● Exercise aim
Where in the data does the word "canvas" appear? Find those lines and copy them.

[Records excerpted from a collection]
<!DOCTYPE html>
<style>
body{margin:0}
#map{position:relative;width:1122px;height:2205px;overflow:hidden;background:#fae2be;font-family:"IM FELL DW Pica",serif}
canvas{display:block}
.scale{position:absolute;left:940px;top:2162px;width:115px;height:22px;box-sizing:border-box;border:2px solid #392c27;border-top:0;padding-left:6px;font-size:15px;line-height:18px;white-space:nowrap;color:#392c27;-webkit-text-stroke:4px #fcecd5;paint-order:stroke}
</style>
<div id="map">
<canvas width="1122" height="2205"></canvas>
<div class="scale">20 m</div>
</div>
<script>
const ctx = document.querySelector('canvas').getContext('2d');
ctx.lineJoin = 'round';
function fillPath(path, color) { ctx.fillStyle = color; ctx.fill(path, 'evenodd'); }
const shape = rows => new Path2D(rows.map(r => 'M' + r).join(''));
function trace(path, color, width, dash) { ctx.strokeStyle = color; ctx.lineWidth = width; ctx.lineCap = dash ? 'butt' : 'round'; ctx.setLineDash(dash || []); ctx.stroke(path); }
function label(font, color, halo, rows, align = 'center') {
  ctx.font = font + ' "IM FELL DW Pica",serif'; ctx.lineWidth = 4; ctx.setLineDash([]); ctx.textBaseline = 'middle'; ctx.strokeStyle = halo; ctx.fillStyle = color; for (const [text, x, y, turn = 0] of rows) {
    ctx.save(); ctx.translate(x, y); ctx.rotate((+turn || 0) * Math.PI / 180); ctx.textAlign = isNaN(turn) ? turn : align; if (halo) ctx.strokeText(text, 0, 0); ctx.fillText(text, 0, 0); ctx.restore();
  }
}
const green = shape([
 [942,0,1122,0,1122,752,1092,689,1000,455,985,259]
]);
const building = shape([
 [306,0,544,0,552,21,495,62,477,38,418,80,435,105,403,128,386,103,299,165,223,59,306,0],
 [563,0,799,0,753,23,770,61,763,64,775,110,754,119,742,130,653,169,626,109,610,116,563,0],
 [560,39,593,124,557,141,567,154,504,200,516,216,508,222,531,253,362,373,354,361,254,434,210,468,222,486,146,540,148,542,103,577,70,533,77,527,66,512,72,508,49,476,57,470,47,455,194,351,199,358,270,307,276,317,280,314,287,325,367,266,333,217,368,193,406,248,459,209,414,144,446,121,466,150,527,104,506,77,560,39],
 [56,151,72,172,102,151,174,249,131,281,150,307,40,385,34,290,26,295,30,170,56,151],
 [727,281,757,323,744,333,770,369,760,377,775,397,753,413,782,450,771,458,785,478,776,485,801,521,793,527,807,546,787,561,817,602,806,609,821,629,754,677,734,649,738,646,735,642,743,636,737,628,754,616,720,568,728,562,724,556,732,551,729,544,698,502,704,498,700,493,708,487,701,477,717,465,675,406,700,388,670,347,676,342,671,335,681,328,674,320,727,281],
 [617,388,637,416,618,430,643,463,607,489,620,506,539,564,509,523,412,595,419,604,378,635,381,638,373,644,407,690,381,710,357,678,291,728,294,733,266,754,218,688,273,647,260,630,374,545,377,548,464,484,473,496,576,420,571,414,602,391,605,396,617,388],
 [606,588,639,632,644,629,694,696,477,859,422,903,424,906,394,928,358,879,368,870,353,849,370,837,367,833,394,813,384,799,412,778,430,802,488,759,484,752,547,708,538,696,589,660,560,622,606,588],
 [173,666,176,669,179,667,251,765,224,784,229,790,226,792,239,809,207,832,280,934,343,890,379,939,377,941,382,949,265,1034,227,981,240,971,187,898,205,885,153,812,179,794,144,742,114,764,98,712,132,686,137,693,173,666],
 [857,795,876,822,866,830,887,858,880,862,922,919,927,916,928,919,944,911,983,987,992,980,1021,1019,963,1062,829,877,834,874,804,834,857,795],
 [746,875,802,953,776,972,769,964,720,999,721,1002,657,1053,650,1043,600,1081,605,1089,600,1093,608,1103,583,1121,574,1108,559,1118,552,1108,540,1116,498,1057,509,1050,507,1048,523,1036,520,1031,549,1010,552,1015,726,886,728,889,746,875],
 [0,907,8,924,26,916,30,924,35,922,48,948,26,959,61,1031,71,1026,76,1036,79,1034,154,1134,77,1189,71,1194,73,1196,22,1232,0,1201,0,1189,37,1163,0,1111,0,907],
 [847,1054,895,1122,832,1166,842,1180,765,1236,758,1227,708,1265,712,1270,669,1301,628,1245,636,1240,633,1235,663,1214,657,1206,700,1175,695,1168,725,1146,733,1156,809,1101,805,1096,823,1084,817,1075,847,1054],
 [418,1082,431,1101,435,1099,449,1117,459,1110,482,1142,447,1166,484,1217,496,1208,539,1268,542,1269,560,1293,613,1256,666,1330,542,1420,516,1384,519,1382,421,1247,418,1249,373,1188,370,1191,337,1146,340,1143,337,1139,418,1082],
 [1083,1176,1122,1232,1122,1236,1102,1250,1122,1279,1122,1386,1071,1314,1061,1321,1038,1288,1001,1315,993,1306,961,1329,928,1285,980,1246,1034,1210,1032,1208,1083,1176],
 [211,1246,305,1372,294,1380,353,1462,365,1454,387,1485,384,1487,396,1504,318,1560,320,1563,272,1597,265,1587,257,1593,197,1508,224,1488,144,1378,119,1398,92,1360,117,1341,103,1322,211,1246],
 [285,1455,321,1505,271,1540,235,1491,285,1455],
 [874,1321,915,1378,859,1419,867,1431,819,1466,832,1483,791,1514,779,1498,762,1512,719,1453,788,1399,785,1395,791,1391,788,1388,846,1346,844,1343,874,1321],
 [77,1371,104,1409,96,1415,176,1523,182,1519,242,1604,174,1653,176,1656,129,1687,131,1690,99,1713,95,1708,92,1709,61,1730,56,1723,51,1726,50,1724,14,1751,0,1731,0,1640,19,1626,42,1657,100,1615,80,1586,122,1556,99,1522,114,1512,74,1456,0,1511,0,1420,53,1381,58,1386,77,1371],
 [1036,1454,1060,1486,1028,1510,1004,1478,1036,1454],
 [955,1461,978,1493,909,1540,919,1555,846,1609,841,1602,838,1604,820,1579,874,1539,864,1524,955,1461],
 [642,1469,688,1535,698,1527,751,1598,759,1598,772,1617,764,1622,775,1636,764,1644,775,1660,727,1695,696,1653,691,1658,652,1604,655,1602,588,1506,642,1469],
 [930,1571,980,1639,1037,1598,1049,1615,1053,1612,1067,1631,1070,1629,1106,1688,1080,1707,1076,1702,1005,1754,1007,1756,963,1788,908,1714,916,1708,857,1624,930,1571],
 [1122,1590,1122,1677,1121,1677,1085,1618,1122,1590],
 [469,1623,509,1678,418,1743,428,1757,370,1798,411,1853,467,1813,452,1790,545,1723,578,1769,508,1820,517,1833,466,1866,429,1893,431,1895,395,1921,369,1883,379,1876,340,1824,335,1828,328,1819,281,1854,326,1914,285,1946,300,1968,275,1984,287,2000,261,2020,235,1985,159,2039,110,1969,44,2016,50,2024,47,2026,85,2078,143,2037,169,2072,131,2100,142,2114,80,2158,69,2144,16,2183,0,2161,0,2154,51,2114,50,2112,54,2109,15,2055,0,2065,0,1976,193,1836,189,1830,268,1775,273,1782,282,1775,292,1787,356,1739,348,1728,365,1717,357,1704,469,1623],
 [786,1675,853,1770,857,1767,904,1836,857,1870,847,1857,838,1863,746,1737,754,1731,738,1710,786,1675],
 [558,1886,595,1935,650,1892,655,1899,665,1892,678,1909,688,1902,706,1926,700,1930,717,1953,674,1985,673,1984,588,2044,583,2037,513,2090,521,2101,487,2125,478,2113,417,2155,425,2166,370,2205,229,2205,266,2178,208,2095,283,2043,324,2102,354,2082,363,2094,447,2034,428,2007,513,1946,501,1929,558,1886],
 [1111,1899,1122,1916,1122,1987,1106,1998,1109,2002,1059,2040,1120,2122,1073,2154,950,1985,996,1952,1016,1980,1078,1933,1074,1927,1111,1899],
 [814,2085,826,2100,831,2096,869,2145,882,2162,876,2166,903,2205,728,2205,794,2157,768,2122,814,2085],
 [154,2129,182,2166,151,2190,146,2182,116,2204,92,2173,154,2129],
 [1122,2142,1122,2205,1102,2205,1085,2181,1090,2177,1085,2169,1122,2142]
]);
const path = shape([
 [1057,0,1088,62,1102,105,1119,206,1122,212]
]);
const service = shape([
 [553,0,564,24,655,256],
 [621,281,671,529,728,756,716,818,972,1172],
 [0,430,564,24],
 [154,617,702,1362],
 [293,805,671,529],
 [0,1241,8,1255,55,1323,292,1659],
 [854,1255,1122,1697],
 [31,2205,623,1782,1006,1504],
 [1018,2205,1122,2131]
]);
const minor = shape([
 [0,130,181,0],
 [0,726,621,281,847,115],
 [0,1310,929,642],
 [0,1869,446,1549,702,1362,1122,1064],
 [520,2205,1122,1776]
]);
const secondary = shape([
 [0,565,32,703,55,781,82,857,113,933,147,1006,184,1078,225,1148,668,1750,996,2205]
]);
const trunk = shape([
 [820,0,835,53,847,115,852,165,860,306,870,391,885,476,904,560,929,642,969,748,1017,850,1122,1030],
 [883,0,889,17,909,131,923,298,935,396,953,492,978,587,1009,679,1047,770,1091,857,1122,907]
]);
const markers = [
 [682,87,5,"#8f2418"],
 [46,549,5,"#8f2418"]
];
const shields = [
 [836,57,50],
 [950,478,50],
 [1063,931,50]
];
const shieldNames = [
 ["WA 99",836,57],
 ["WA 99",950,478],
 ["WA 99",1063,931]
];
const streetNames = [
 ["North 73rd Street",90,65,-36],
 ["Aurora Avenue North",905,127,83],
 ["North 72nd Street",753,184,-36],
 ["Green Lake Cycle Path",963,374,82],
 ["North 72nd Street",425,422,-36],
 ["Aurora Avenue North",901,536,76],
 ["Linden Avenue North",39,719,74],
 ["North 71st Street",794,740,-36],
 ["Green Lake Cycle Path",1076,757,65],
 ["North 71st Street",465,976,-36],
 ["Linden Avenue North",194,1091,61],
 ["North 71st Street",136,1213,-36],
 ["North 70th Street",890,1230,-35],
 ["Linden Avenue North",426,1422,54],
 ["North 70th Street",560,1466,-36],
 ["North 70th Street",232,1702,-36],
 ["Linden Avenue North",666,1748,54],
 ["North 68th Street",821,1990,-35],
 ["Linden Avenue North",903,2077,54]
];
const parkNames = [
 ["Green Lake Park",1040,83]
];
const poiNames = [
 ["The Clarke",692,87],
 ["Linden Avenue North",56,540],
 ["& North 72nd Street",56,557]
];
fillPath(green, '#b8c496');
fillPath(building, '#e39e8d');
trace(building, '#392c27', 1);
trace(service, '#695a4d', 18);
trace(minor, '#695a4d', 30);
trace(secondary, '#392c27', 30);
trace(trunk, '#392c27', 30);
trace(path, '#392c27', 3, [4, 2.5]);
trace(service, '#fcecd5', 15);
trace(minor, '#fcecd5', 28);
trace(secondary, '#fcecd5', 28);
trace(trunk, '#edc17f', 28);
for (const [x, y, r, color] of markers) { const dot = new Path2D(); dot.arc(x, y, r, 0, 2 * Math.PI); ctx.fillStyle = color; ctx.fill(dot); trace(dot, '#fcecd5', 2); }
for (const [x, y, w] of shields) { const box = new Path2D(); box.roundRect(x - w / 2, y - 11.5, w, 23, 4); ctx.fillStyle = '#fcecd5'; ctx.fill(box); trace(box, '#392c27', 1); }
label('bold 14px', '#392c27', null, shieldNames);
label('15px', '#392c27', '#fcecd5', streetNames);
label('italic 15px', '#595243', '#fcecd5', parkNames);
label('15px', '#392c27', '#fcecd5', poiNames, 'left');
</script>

● Task result
canvas{display:block}
<canvas width="1122" height="2205"></canvas>
const ctx = document.querySelector('canvas').getContext('2d');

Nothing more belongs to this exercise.